**TASK ITEM:** Look through the records and copy each line that has "limit" in it.

Items listed in a dataset:
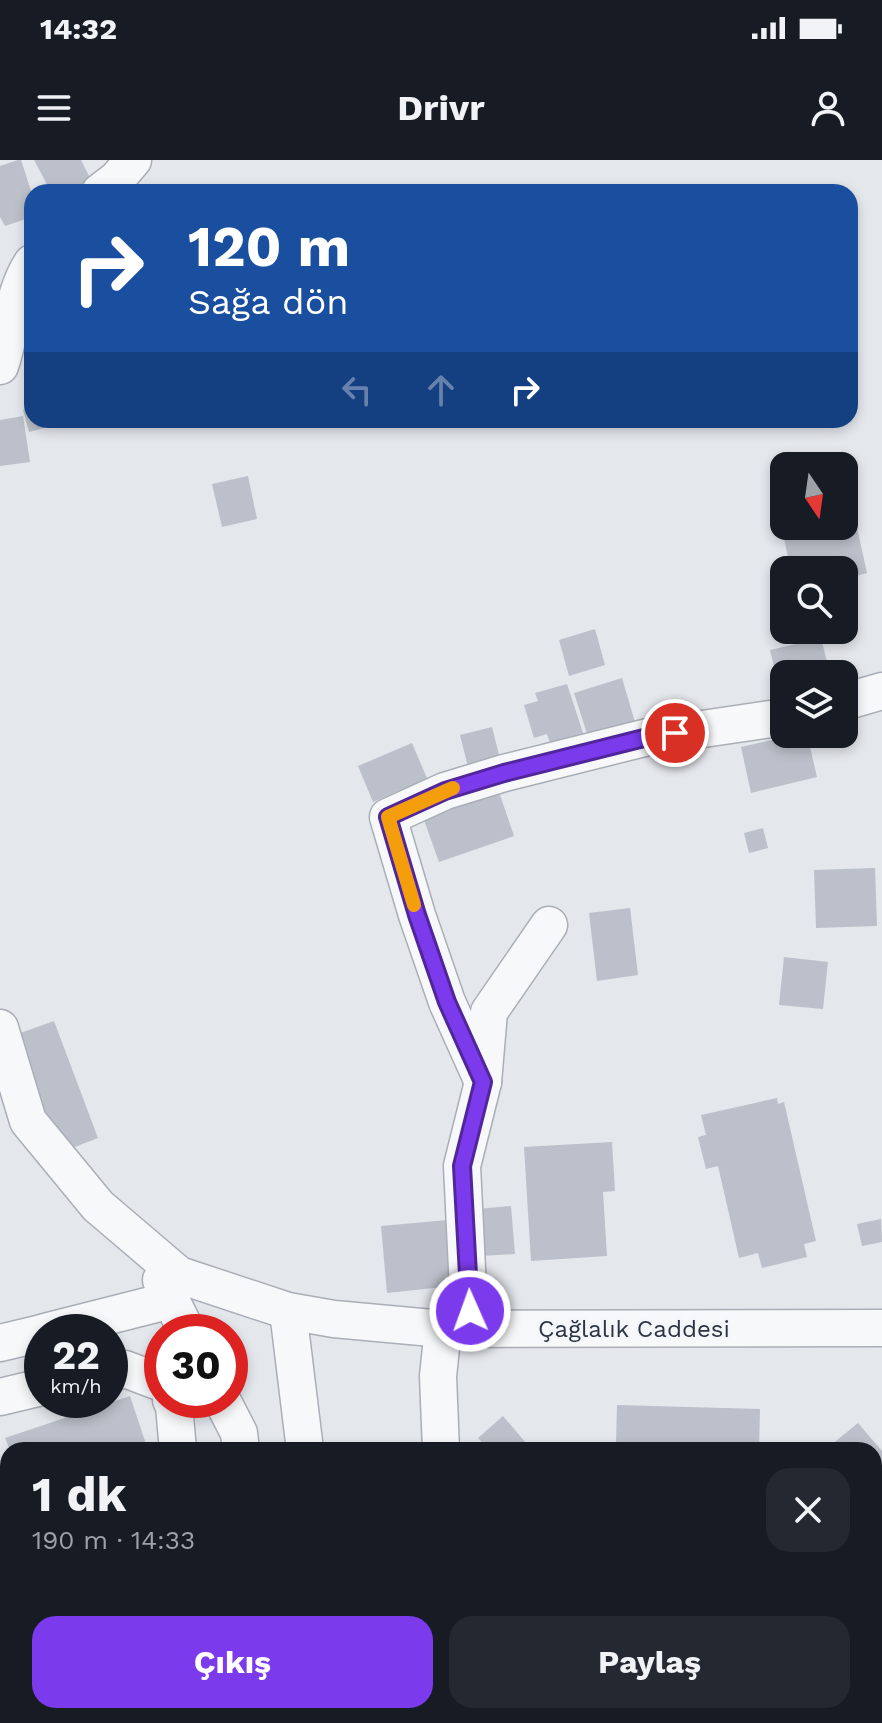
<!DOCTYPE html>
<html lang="tr">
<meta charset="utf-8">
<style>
:root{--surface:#171b24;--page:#242831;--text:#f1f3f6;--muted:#9ea1a6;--accent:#7c3aed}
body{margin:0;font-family:"Work Sans",sans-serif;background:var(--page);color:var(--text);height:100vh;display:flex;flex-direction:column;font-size:30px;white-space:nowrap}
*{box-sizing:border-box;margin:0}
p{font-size:26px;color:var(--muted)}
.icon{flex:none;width:44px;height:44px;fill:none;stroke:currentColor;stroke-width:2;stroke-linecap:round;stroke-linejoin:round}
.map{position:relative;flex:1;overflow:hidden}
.drawer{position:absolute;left:0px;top:1282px;width:882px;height:282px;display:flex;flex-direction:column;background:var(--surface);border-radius:24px 24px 0 0;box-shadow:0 4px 12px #0003}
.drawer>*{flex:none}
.banner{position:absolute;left:24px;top:24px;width:834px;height:244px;border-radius:24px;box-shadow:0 4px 12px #0003;background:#1a4fa0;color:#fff;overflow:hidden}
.needle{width:52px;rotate:167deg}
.controls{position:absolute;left:770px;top:292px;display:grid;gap:16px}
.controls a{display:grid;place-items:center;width:88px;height:88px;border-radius:16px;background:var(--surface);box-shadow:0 4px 12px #0003;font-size:40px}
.speed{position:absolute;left:24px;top:1154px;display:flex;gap:16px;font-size:40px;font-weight:700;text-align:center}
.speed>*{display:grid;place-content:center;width:104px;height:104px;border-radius:50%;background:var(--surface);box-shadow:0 4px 12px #0003;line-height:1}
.speed small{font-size:20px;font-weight:400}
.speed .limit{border:12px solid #d22;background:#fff;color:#111}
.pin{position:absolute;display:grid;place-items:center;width:68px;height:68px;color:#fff;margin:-34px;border:4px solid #fff;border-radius:50%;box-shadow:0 2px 8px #0007}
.me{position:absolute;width:88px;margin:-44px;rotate:358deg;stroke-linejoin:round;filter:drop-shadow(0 0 6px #0008)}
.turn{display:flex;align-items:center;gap:28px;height:168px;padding:0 32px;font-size:36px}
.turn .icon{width:104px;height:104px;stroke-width:2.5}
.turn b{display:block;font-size:56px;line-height:68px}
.lanes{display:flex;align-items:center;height:76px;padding:0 32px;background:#0003;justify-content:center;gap:40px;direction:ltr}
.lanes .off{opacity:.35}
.round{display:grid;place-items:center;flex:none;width:84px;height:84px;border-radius:24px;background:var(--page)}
.headline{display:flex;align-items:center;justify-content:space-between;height:136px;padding:0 32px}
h1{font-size:48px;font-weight:700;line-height:60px}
.action{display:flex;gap:16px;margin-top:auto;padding:16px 32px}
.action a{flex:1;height:92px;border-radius:24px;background:var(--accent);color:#fff;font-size:32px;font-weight:700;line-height:92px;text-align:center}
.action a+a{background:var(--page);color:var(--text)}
.status{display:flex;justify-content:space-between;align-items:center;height:56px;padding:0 40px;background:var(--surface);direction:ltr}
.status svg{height:22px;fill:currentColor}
header{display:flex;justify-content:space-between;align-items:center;height:104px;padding:0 32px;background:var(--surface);font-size:36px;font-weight:700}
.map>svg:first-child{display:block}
</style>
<div class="status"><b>14:32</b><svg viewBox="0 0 49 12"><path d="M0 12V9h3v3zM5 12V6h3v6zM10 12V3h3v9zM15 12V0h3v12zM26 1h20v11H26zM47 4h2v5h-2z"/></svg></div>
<header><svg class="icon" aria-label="menu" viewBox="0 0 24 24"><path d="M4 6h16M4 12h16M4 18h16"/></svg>Drivr<svg class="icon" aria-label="person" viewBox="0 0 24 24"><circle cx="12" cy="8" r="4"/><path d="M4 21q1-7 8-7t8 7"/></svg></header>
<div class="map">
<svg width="882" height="1563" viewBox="0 0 882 1563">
<rect width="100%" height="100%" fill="#e4e7ec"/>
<g fill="#bbc0ca">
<polygon points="18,0 21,0 32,34 32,57 5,66 0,57 0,6"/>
<polygon points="34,0 81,0 93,24 79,32 51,32"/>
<polygon points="32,247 32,260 72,261 29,272 23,250"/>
<polygon points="23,256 30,302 0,306 0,260"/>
<polygon points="248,316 257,359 222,367 212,324"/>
<polygon points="856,363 867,413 853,417 854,421 844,424 844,410 791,410 784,379"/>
<polygon points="595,469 605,505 569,516 559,480"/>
<polygon points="821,478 830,514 784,514 784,538 782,539 770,490"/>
<polygon points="622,518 637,569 590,583 574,533"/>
<polygon points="567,524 586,582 553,592 547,574 534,578 524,545 538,541 535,533"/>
<polygon points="492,567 500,599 468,607 460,575"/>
<polygon points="797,574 807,574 817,617 751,633 741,587"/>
<polygon points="412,583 432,630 400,643 396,632 373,642 358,606"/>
<polygon points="496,623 514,676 439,702 420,649"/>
<polygon points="763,668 768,688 749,693 744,673"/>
<polygon points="875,708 877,766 816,768 814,710"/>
<polygon points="630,748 638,815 597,821 589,753"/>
<polygon points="784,797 828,802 823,849 779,845"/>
<polygon points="54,861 98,978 72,988 62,1001 15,875"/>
<polygon points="777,938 778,944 784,942 816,1081 804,1084 807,1097 762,1108 758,1093 739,1098 718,1006 706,1009 698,977 706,975 701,955"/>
<polygon points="612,982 615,1031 603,1032 607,1096 531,1101 524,987"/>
<polygon points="511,1046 515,1094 481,1096 477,1049"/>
<polygon points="881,1059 882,1082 862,1086 857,1064"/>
<polygon points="447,1060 453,1126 387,1133 381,1066"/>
<polygon points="130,1236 148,1290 10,1290 5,1278"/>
<polygon points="617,1245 760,1249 759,1289 616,1285"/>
<polygon points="503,1256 532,1290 489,1290 478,1278"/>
<polygon points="858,1263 882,1291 882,1310 874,1316 874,1290 825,1290"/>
<polygon points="882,1363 882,1463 874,1473 874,1373"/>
<polygon points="882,1509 882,1537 874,1526 874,1514"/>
<polygon points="29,1556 155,1556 156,1562 30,1563"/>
<rect x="344" y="1556" width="68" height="7"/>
<polygon points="520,1556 597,1556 602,1563 511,1563"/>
</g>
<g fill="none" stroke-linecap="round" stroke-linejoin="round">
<defs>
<g id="minor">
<polyline points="100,32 117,19 133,0"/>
<path d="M0,206c12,-34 12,-73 32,-103"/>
<polyline points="844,542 882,531"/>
<polyline points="0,868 28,961 98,1046 179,1115 288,1151 334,1159 443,1169 882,1168"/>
<polyline points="483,922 447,842 417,755 388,657 445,631 504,613 648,577 784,557"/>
<polyline points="161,1120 187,1172"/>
<polyline points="288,1151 305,1290"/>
<polyline points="470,1170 462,1006 483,922 489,852 549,765"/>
<polyline points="45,1172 171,1140"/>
<polyline points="0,1183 42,1173"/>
<polyline points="110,1213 125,1209 162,1223"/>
<polyline points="0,1237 42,1227"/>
<polyline points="171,1240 174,1246 178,1290"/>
<polyline points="222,1240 239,1273 241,1290"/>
<polyline points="441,1290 438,1216 443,1169"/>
<polyline points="639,1556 645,1563"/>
<polyline points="183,1563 183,1556"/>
<polyline points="253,1563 253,1556"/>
<polyline points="295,1563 295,1556"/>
</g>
</defs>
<use href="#minor" stroke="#a9aeb7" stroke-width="39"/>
<use href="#minor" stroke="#f7f8fa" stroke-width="36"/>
</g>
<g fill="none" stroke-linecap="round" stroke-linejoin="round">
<defs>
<polyline id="route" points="470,1151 462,1006 483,922 447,842 417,755 388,657 445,631 504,613 648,577 675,573"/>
</defs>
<use href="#route" stroke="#51269a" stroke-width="20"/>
<use href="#route" stroke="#7c3aed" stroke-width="14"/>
<polyline stroke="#f59e0b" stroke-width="14" points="414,745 388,657 453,628"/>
</g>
<g text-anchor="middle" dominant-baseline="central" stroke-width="6" stroke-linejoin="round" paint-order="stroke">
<g font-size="24" fill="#2b3445" stroke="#f4f6f9">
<text x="634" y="1169">Çağlalık Caddesi</text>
</g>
</g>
</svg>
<div class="controls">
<a><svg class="needle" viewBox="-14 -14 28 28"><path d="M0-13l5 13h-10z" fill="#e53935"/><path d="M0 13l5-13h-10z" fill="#9ea1a6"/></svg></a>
<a><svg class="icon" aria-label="search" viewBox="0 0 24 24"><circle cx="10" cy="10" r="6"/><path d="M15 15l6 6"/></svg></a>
<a><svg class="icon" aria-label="layers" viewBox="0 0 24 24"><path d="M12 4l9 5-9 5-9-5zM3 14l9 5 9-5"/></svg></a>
</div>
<div class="speed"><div>22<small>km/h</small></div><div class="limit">30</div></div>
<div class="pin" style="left:675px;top:573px;background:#d93025"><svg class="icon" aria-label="arrive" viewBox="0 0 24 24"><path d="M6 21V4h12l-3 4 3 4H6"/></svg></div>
<svg class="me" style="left:470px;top:1151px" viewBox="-20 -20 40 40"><circle r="17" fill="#7c3aed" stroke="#fff" stroke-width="3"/><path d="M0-11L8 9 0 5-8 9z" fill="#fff"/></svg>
<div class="banner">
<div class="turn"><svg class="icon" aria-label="right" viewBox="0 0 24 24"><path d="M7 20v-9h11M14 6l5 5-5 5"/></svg><div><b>120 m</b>Sağa dön</div></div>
<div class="lanes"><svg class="icon off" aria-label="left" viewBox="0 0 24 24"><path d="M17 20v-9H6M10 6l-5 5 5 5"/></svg><svg class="icon off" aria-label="ahead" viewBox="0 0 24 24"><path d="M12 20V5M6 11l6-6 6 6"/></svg><svg class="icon" aria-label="right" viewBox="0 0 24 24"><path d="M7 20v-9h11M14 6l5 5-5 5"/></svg></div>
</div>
<section class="drawer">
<div class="headline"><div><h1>1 dk</h1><p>190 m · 14:33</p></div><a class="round"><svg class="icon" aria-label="close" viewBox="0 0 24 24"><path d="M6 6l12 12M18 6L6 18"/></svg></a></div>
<div class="action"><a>Çıkış</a><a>Paylaş</a></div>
</section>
</div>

**YOUR RESPONSE:**
.speed .limit{border:12px solid #d22;background:#fff;color:#111}
<div class="speed"><div>22<small>km/h</small></div><div class="limit">30</div></div>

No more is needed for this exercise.